RP-LC of phenylthiocarbamyl amino acid adducts in plasma acetonitrile extracts: Use of multiple internal standards and variable wavelength UV detection

Abstract

The measurement of physiological amino acids in body fluids and circulating cells can be relevant in the search for biological correlates of neuropsychiatric, neurological, body weight, and pain diseases. Several techniques are available for the quantitative analysis of free amino acids, including UV detection after precolumn derivatization. These systems have low specificity due to possible interferences at the analytical wavelength.
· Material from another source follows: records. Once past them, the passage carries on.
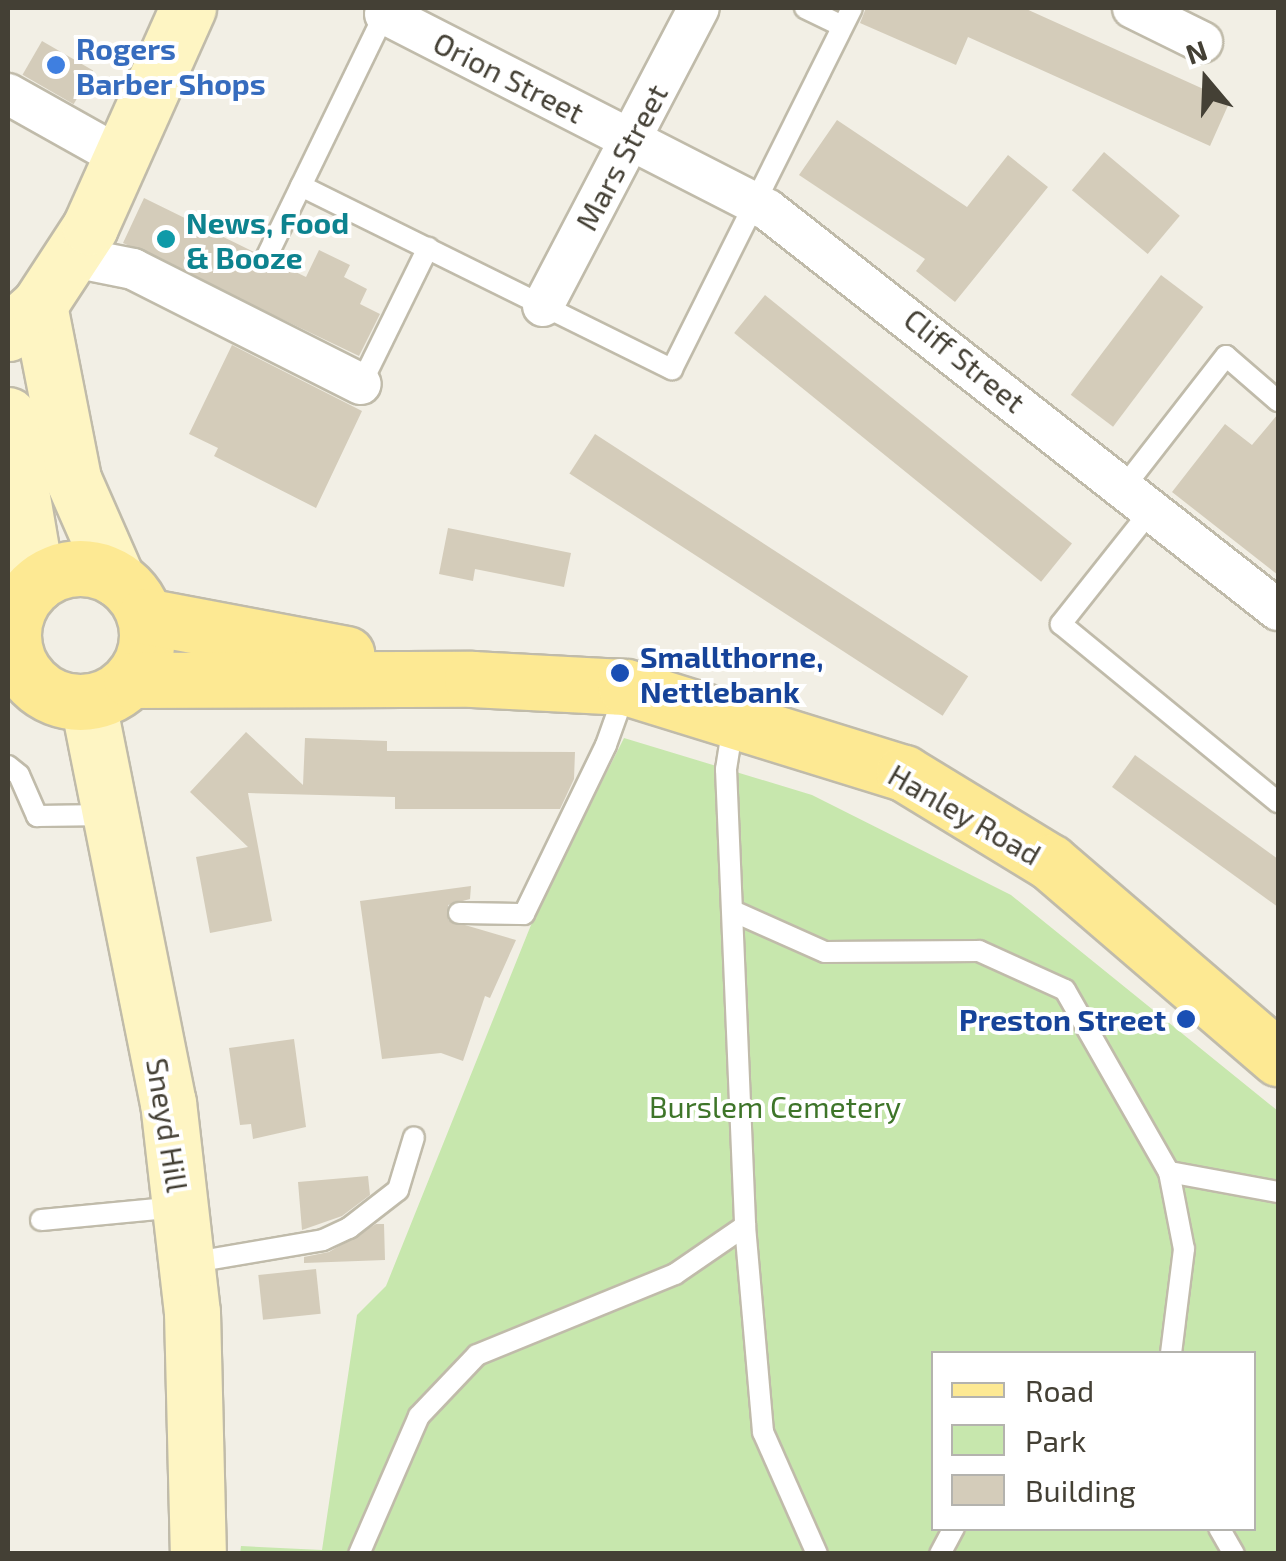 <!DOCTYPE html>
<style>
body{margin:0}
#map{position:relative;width:1286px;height:1561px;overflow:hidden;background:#f2efe5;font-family:"Exo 2",sans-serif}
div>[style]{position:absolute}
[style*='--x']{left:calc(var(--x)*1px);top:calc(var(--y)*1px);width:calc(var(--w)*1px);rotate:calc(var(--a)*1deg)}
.green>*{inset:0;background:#c7e7ad}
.building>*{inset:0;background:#d4ccba;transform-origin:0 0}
.roads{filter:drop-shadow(2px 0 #c0bbaa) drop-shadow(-2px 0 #c0bbaa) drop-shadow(0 2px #c0bbaa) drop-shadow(0 -2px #c0bbaa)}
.lane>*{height:20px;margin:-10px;padding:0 10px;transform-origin:10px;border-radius:10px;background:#fff}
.street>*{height:40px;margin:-20px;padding:0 20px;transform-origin:20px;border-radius:20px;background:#fff}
.secondary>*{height:55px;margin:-27.5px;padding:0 27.5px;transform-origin:27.5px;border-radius:27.5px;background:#fef5c3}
.primary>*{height:55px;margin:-27.5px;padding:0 27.5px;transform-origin:27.5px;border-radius:27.5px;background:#fde993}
.primary>.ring{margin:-27.5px;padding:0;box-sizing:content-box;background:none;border:55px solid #fde993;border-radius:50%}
.dots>*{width:28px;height:28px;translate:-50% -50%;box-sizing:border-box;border:5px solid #fff;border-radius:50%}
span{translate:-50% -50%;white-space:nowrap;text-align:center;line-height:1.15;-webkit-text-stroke:8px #fff;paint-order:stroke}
.shop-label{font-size:30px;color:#366cbe;font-weight:700}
.left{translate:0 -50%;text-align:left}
.street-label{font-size:30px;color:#444035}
.culture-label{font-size:30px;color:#0d838f;font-weight:700}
.transit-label{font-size:30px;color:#164399;font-weight:700}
.right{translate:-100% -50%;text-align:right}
.park-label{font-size:30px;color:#3e7529}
.frame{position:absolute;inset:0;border:10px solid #444035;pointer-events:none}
.legend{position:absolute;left:931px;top:1351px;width:325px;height:180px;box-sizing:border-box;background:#fff;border:2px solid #b4b3ae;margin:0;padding:12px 18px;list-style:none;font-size:30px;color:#444035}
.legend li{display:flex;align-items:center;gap:20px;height:50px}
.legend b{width:50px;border:2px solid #b4b3ae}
.north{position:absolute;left:1156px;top:30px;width:100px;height:100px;-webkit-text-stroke:8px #fff;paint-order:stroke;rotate:341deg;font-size:28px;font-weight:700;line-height:40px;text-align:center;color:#444035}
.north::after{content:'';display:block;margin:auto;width:35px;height:45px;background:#444035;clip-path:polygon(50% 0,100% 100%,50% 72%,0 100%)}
</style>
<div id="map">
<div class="green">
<div style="clip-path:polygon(evenodd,624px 738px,812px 795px,1011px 895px,1278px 1111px,1278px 1553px,240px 1554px,241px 1546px,322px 1550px,357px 1315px,386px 1286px,535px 915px,624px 738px,934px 1354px,1254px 1354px,1254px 1528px,934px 1528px,934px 1354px)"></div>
</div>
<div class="building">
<div style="clip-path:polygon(866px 8px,1024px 8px,1230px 101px,1210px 146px,968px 37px,956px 65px,860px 23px)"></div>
<div style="left:42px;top:41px;width:59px;height:39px;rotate:30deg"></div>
<div style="clip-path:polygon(837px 120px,967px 207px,1008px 155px,1048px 187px,955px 302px,916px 271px,925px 259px,799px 175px)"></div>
<div style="left:1104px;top:152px;width:99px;height:50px;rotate:40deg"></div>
<div style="clip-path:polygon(144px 198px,254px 252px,261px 271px,279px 264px,306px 277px,319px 250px,350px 265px,344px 277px,367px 289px,360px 304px,380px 314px,359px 356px,123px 243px)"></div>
<div style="left:1161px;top:275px;width:53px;height:150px;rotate:37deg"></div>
<div style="left:765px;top:295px;width:395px;height:49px;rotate:39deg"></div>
<div style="clip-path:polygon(232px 345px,362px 411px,316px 508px,214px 456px,218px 448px,189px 434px)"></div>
<div style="clip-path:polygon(1278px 414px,1278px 575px,1172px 492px,1225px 424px,1252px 445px)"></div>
<div style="left:595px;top:434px;width:445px;height:47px;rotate:33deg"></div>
<div style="clip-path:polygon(448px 528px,571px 553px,564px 587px,475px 569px,473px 581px,439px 574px)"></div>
<div style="clip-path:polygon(246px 732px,303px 785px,305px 738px,387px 741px,387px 751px,575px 752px,574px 779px,560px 809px,395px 809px,395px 797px,248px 793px,272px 921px,210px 933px,196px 857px,248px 847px,190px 792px)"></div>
<div style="clip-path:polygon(1135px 755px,1278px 859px,1278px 907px,1112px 787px)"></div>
<div style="clip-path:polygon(471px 886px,470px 899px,448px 905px,448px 920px,516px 940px,490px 998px,485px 996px,463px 1061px,441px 1053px,382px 1059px,360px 901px)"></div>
<div style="clip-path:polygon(294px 1039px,306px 1127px,253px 1139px,251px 1124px,240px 1125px,229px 1048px)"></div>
<div style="clip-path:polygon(368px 1176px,370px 1195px,342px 1216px,302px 1230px,298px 1182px)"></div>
<div style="clip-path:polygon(376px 1224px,384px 1224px,385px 1260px,304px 1263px,304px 1257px,329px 1252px)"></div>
<div style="left:316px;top:1269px;width:45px;height:58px;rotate:84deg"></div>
</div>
<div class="roads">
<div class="lane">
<div style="--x:805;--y:8;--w:41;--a:25.9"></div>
<div style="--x:301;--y:186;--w:414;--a:26.3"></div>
<div style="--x:672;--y:369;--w:403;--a:-63.5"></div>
<div style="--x:266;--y:258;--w:277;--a:-64.1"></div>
<div style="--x:361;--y:384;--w:152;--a:-63.8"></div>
<div style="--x:1124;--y:487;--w:166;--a:-52.1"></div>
<div style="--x:1226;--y:356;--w:69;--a:40.9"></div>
<div style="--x:1152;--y:509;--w:147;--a:128.4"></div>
<div style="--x:1061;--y:624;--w:281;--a:39.4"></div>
<div style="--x:733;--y:725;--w:45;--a:99"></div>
<div style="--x:726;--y:769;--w:457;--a:87.6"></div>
<div style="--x:745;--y:1226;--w:207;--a:85"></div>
<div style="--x:763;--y:1432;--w:133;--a:66.1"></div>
<div style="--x:8;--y:766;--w:14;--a:39"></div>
<div style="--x:19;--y:775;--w:45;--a:66.3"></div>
<div style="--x:37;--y:816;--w:70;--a:-0.8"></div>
<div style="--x:735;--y:912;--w:98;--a:24"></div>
<div style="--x:825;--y:952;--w:154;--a:-0.4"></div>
<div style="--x:979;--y:951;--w:94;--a:24.4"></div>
<div style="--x:1065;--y:990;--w:210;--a:60.3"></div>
<div style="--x:1169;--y:1172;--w:78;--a:79"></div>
<div style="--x:1184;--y:1249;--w:106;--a:97.1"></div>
<div style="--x:459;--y:913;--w:65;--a:0.9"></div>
<div style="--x:524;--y:914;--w:188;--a:-64.1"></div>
<div style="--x:606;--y:745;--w:59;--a:-70.3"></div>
<div style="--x:1169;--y:1172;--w:111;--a:10.4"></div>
<div style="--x:41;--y:1220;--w:138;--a:-5.4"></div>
<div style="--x:189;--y:1263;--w:136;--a:-9.7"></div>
<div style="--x:323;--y:1240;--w:29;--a:-25"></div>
<div style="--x:349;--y:1228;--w:62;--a:-37.8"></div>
<div style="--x:398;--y:1190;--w:55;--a:-73.2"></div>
<div style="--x:1219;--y:1528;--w:30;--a:60"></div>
<div style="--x:359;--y:1554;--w:150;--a:-66.5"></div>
<div style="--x:419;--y:1416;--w:84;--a:-46.4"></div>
<div style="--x:477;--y:1355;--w:214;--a:-22.2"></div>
<div style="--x:675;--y:1274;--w:85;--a:-34.4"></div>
<div style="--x:940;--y:1554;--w:30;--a:-62"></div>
</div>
<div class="street">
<div style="--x:1133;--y:8;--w:77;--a:26.2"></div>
<div style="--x:385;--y:14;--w:430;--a:27.1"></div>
<div style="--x:768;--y:210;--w:648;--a:38.11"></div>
<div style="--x:8;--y:94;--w:131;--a:29.3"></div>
<div style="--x:73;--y:257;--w:61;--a:11.3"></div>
<div style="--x:133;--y:269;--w:255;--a:26.8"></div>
<div style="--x:543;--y:306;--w:336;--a:-62.4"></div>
</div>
<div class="secondary">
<div style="--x:39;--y:305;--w:177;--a:78.9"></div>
<div style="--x:73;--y:479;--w:109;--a:66.3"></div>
<div style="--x:8;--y:333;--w:42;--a:-42.1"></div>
<div style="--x:39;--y:305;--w:93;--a:-56.8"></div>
<div style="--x:90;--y:227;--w:240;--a:-65.9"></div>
<div style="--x:8;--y:415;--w:171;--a:80.3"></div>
<div style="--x:88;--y:703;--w:407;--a:78.7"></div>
<div style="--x:168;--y:1102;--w:211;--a:83.5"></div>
<div style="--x:192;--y:1312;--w:242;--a:88.6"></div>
</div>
<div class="primary">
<div class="ring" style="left:13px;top:568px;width:79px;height:79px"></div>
<div style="--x:145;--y:616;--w:205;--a:10.7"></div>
<div style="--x:131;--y:680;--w:341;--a:-0.2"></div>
<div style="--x:472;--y:679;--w:154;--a:3"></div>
<div style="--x:626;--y:687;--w:291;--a:17.2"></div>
<div style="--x:904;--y:773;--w:171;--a:31.4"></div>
<div style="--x:1050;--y:862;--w:301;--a:40.7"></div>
</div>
</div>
<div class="dots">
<div style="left:56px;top:65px;background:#3f7fe0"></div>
<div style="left:166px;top:239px;background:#0f9aa8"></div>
<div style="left:620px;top:673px;background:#1a4fb4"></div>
<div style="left:1186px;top:1019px;background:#1a4fb4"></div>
</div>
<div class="shop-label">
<span class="left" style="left:76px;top:65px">Rogers<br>Barber Shops</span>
</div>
<div class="street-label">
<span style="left:509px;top:77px;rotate:27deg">Orion Street</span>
<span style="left:621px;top:157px;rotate:-62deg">Mars Street</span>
<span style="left:965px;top:360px;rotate:39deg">Cliff Street</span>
<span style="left:965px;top:814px;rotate:30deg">Hanley Road</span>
<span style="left:168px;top:1125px;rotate:81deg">Sneyd Hill</span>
</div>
<div class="culture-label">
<span class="left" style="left:186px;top:239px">News, Food<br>&amp; Booze</span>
</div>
<div class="transit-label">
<span class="left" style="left:640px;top:673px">Smallthorne,<br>Nettlebank</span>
<span class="right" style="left:1166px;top:1019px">Preston Street</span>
</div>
<div class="park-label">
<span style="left:775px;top:1106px">Burslem Cemetery</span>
</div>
<div class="frame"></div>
<ul class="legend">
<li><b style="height:12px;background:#fde993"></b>Road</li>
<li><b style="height:28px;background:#c7e7ad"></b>Park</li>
<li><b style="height:28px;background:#d4ccba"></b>Building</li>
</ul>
<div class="north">N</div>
</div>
Another problem linked to these methods is variations potentially occurring during extraction, derivatization, and chromatography of amino acids in biological matrices. We present here a modified reversed-phase LC of phenylthiocarbamyl amino acids in plasma deproteinated by the organic solvent acetonitrile. Specificity was monitored by UV-photodiode array detection and accuracy was controlled by a plasma spiking procedure with three internal standards. A dual-wavelength spectrophotometry (254, 283 nm) was used to quantify coeluting ornithine and tryptophan adducts. The method is simple and economical and enables the measure of most plasma amino acids for clinical research, also during therapeutic drug monitoring. Dual UV-fluorimetric detection solutions can improve its sensitivity.